First Report

Family A orange data

The data used as an example throughout this report and the second report is from Family A from the Northland region. Family A has data recorded from 2013 til 2020, and we wish to compare between the predicted number of oranges and the true number of oranges for 2018. The purpose of this is to examine the realibility of the proposed Time Series models.

Analysis of the data

Aim : to forecast the number of oranges for 2018.

Modelling Procedure

Plot the data.
If necessary, use a Box-Cox transformation to stabilize the variance.
If necessary, difference the data until appears stationary.
Plot the ACF/PACF of the differenced data and try to determine possible candidate models.
Run the chosen model and use AIC to select for a better model.
Check the residuals by plotting ACF and doing a portmanteau test of the residuals.
If the residuals look like white noise, calculate the forecasts.
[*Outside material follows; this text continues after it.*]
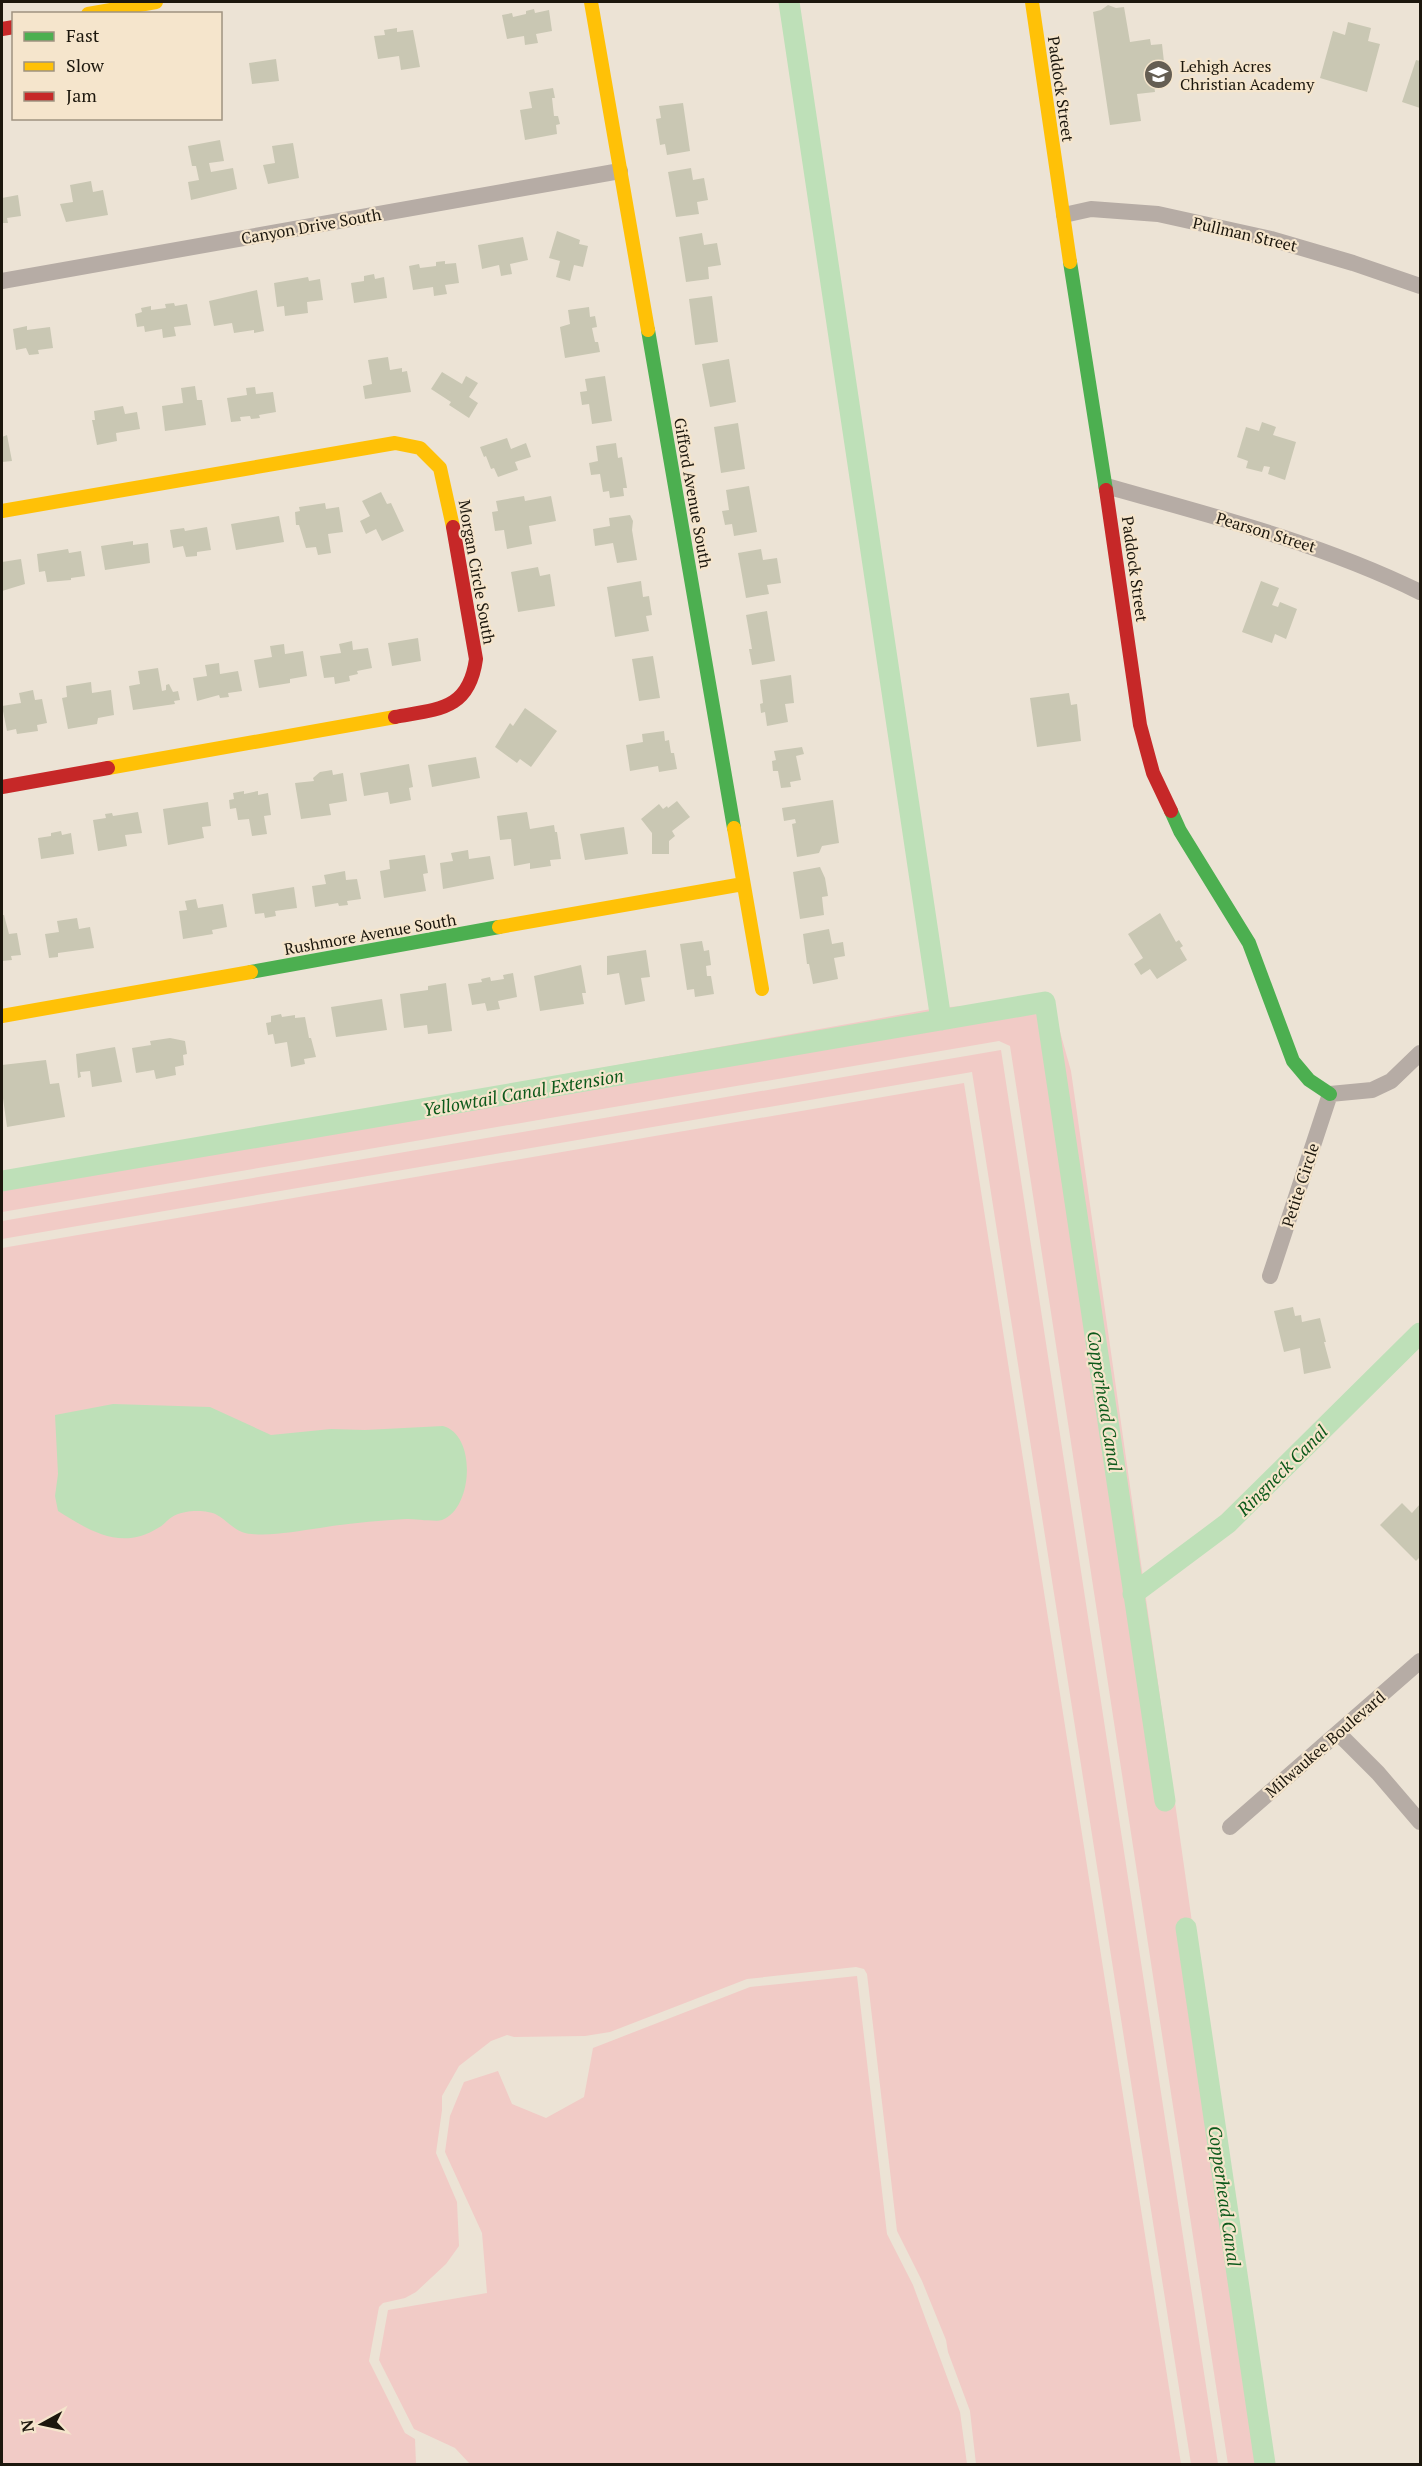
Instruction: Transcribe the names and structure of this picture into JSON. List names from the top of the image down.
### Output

Otherwise, return to Step 4.

Step 1. Plot the data and identify any unusual observations.

Figure 1. Monthly Data Time Series Plot

Comment: The data shows no particular trend, strong cyclic behavior and there seems to be an unusual pattern between 2015 and 2016. In addition, the mean is not constant, i.e. changes over time, implying non-stationarity. It might be sensible to remove data from 2013 up to 2015 to avoid invalid statistical results.

Figure 2. New Time Series Monthly Data

Comment: Since the data is recorded at monthly interval, we would expect to see some seasonility patterns in the time series plot. However, data was generated randomly which results in the data sort of behaving like white noise though non-stationarity is still strongly implied.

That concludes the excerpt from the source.